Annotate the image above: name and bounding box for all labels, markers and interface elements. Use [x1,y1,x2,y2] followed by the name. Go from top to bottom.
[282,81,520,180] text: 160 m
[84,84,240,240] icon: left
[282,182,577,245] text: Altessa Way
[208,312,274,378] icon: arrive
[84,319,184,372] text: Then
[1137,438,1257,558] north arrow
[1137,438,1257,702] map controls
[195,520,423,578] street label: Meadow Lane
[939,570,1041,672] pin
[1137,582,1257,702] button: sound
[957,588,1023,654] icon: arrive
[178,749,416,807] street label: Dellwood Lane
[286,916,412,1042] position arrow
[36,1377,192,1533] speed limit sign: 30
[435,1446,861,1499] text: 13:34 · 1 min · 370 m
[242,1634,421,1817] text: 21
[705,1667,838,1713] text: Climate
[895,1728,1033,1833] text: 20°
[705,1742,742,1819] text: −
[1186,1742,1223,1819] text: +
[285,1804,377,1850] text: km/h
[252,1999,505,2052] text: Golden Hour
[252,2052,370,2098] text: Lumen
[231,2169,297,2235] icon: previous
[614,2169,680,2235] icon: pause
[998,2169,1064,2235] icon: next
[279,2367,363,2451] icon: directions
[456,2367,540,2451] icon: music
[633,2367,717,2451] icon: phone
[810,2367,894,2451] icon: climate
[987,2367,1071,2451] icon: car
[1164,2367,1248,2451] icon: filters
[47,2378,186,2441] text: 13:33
● ● ● ● ● ● ●
-- The problem --
Could you reproduce every record above exactly as it stands?

-- Finished exercise --
Annotate the image above: name and bounding box for all labels, markers and interface elements. Use [x1,y1,x2,y2] followed by the name. Go from top to bottom.
[282,81,520,180] text: 160 m
[84,84,240,240] icon: left
[282,182,577,245] text: Altessa Way
[208,312,274,378] icon: arrive
[84,319,184,372] text: Then
[1137,438,1257,558] north arrow
[1137,438,1257,702] map controls
[195,520,423,578] street label: Meadow Lane
[939,570,1041,672] pin
[1137,582,1257,702] button: sound
[957,588,1023,654] icon: arrive
[178,749,416,807] street label: Dellwood Lane
[286,916,412,1042] position arrow
[36,1377,192,1533] speed limit sign: 30
[435,1446,861,1499] text: 13:34 · 1 min · 370 m
[242,1634,421,1817] text: 21
[705,1667,838,1713] text: Climate
[895,1728,1033,1833] text: 20°
[705,1742,742,1819] text: −
[1186,1742,1223,1819] text: +
[285,1804,377,1850] text: km/h
[252,1999,505,2052] text: Golden Hour
[252,2052,370,2098] text: Lumen
[231,2169,297,2235] icon: previous
[614,2169,680,2235] icon: pause
[998,2169,1064,2235] icon: next
[279,2367,363,2451] icon: directions
[456,2367,540,2451] icon: music
[633,2367,717,2451] icon: phone
[810,2367,894,2451] icon: climate
[987,2367,1071,2451] icon: car
[1164,2367,1248,2451] icon: filters
[47,2378,186,2441] text: 13:33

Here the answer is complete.